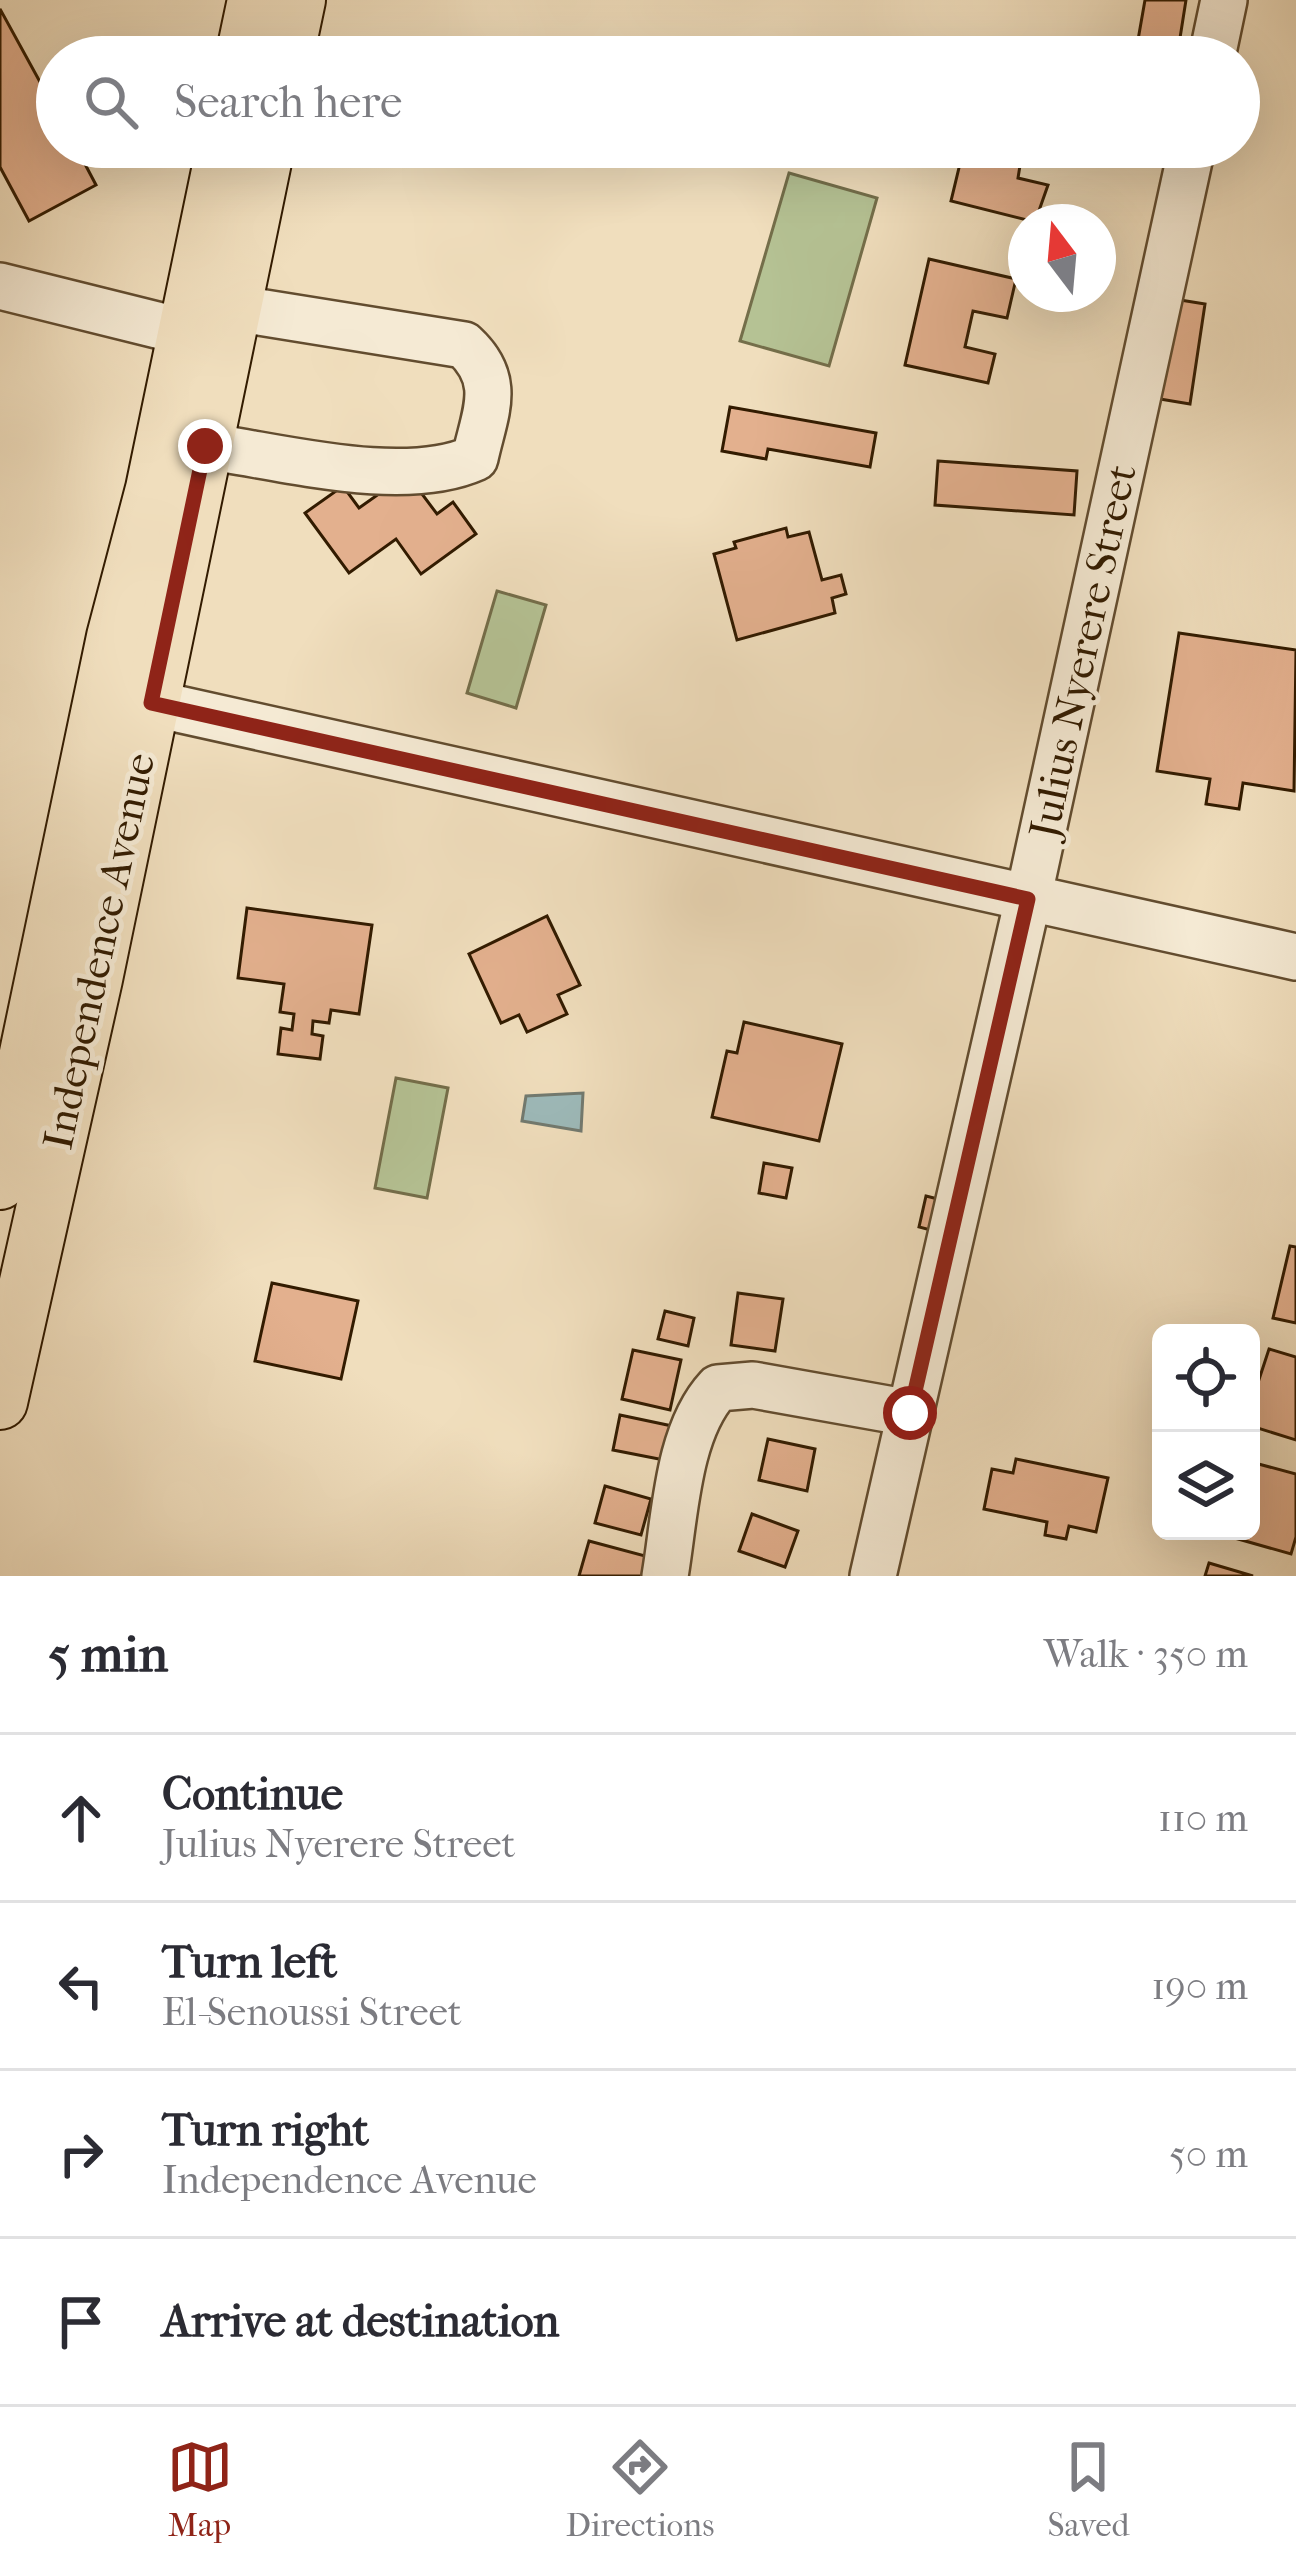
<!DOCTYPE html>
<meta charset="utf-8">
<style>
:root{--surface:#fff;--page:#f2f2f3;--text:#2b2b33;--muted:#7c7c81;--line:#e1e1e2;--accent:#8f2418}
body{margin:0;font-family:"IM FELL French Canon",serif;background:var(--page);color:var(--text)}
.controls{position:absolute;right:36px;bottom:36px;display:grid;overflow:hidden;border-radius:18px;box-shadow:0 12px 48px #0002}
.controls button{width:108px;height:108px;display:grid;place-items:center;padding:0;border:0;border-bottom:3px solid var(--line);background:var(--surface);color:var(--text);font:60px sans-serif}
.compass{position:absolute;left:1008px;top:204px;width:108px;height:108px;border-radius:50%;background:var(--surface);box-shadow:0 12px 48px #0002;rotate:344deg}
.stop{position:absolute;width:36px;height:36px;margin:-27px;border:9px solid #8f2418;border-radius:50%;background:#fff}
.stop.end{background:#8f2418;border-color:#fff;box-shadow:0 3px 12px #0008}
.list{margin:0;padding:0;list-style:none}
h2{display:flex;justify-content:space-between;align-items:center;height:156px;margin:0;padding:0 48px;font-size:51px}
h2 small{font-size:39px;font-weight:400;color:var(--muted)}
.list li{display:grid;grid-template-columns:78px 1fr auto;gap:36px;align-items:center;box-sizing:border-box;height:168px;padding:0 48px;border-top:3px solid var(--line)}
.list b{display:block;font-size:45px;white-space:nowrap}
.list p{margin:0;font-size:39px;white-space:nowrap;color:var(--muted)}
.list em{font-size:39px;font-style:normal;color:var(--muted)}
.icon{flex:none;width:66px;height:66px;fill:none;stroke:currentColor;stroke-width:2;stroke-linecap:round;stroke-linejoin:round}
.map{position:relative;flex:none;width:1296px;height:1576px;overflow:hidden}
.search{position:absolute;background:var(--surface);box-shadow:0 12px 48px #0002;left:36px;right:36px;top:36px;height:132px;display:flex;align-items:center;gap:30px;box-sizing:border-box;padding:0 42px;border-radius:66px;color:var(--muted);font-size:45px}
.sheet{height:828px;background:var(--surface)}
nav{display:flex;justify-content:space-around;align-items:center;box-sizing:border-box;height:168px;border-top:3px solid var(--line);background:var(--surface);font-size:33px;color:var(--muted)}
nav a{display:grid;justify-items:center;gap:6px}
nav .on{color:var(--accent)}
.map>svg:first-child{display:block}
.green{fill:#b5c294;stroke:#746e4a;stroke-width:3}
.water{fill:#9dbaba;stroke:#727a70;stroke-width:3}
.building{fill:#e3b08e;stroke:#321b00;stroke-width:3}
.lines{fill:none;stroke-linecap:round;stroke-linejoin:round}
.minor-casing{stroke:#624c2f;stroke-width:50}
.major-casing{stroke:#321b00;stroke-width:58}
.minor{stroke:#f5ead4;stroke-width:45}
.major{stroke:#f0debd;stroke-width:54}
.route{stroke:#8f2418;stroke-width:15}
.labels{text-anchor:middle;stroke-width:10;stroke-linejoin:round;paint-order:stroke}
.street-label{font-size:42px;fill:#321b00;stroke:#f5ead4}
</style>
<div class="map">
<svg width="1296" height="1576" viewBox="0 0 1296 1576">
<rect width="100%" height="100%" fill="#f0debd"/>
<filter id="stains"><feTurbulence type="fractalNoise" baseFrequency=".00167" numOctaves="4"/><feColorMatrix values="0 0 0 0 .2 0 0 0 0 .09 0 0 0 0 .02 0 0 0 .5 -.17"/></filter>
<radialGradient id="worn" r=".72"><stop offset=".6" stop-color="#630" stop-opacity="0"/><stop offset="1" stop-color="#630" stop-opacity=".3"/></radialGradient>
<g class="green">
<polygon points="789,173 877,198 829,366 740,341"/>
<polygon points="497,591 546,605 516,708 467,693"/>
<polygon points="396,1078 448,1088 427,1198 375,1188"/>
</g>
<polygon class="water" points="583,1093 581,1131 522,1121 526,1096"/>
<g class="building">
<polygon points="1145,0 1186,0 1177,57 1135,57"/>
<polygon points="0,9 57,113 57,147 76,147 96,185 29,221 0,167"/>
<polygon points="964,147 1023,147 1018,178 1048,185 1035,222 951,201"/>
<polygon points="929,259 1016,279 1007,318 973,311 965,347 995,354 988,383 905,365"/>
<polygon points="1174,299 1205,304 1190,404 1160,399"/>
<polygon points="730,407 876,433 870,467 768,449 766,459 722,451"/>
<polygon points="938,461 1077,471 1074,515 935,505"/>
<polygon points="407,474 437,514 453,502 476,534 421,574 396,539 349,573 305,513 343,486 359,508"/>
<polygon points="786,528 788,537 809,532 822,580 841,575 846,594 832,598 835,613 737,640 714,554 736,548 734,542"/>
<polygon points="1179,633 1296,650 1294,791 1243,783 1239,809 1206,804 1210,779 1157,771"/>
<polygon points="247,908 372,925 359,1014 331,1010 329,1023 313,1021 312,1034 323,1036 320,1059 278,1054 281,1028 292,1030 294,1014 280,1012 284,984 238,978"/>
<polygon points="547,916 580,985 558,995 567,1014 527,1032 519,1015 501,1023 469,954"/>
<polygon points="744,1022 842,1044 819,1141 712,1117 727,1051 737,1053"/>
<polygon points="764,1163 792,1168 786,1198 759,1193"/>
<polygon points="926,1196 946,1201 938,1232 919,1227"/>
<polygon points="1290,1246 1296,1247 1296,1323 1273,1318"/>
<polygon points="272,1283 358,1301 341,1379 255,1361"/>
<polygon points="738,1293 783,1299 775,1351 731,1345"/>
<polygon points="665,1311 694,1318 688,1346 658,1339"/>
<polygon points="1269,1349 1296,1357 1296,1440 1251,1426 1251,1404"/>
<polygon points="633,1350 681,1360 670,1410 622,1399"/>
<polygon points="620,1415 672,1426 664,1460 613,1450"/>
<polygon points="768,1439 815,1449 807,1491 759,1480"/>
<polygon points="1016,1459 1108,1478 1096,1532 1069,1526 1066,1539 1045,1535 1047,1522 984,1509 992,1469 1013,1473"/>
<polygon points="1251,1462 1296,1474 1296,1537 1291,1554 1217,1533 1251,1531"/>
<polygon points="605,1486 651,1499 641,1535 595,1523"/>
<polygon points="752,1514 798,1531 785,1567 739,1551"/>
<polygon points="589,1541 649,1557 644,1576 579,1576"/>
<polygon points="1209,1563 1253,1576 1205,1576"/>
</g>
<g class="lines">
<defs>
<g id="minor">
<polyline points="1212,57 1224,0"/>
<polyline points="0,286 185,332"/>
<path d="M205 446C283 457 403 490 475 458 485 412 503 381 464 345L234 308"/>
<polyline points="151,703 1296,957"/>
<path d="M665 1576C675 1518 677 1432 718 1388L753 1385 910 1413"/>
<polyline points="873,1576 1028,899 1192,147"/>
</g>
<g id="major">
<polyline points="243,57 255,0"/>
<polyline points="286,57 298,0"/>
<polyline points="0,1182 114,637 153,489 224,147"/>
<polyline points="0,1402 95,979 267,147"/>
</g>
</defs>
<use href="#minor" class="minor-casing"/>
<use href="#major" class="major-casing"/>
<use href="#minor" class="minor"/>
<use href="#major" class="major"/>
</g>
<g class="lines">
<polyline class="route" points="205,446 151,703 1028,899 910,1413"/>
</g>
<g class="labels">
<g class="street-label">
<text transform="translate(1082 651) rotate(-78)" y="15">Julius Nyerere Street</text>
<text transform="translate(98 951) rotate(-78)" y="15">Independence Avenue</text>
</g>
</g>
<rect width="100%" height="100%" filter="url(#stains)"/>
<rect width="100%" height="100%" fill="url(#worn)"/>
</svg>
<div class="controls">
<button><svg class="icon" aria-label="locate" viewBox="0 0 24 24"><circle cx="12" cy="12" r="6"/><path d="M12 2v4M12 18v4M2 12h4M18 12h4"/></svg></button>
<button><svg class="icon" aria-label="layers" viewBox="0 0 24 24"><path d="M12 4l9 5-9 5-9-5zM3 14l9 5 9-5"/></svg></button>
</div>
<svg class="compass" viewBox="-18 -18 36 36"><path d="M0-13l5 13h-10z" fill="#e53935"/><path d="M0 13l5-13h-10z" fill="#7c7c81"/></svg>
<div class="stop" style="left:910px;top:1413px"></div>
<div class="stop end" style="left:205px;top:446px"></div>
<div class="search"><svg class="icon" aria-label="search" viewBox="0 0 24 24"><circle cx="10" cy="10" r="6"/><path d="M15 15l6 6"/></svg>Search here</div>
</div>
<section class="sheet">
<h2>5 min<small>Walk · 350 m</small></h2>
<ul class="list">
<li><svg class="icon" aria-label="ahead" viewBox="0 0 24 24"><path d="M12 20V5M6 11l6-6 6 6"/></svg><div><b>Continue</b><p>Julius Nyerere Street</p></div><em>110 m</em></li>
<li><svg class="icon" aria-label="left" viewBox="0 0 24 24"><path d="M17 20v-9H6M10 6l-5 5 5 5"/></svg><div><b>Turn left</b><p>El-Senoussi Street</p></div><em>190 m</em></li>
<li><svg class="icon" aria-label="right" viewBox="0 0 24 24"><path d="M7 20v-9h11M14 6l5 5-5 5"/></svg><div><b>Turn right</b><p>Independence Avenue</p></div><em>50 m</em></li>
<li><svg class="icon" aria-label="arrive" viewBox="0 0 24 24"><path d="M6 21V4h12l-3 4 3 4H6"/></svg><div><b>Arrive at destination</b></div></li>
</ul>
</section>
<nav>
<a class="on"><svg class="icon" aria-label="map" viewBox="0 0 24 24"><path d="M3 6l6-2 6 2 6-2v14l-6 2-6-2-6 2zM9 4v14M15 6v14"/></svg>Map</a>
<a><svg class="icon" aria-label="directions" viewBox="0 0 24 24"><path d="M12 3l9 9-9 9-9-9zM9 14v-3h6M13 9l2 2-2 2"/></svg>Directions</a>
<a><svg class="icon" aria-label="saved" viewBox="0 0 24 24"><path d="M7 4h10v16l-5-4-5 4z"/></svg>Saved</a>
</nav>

※ ※ ※

### Try it
An exact copy of the lines above, from the one containing "Nyerere Street</p></div><em>110 m</em></li>" down to the one containing "21V4h12l-3 4 3" and including both, is the whole answer; retype it and nothing else.

### Result of the exercise
<li><svg class="icon" aria-label="ahead" viewBox="0 0 24 24"><path d="M12 20V5M6 11l6-6 6 6"/></svg><div><b>Continue</b><p>Julius Nyerere Street</p></div><em>110 m</em></li>
<li><svg class="icon" aria-label="left" viewBox="0 0 24 24"><path d="M17 20v-9H6M10 6l-5 5 5 5"/></svg><div><b>Turn left</b><p>El-Senoussi Street</p></div><em>190 m</em></li>
<li><svg class="icon" aria-label="right" viewBox="0 0 24 24"><path d="M7 20v-9h11M14 6l5 5-5 5"/></svg><div><b>Turn right</b><p>Independence Avenue</p></div><em>50 m</em></li>
<li><svg class="icon" aria-label="arrive" viewBox="0 0 24 24"><path d="M6 21V4h12l-3 4 3 4H6"/></svg><div><b>Arrive at destination</b></div></li>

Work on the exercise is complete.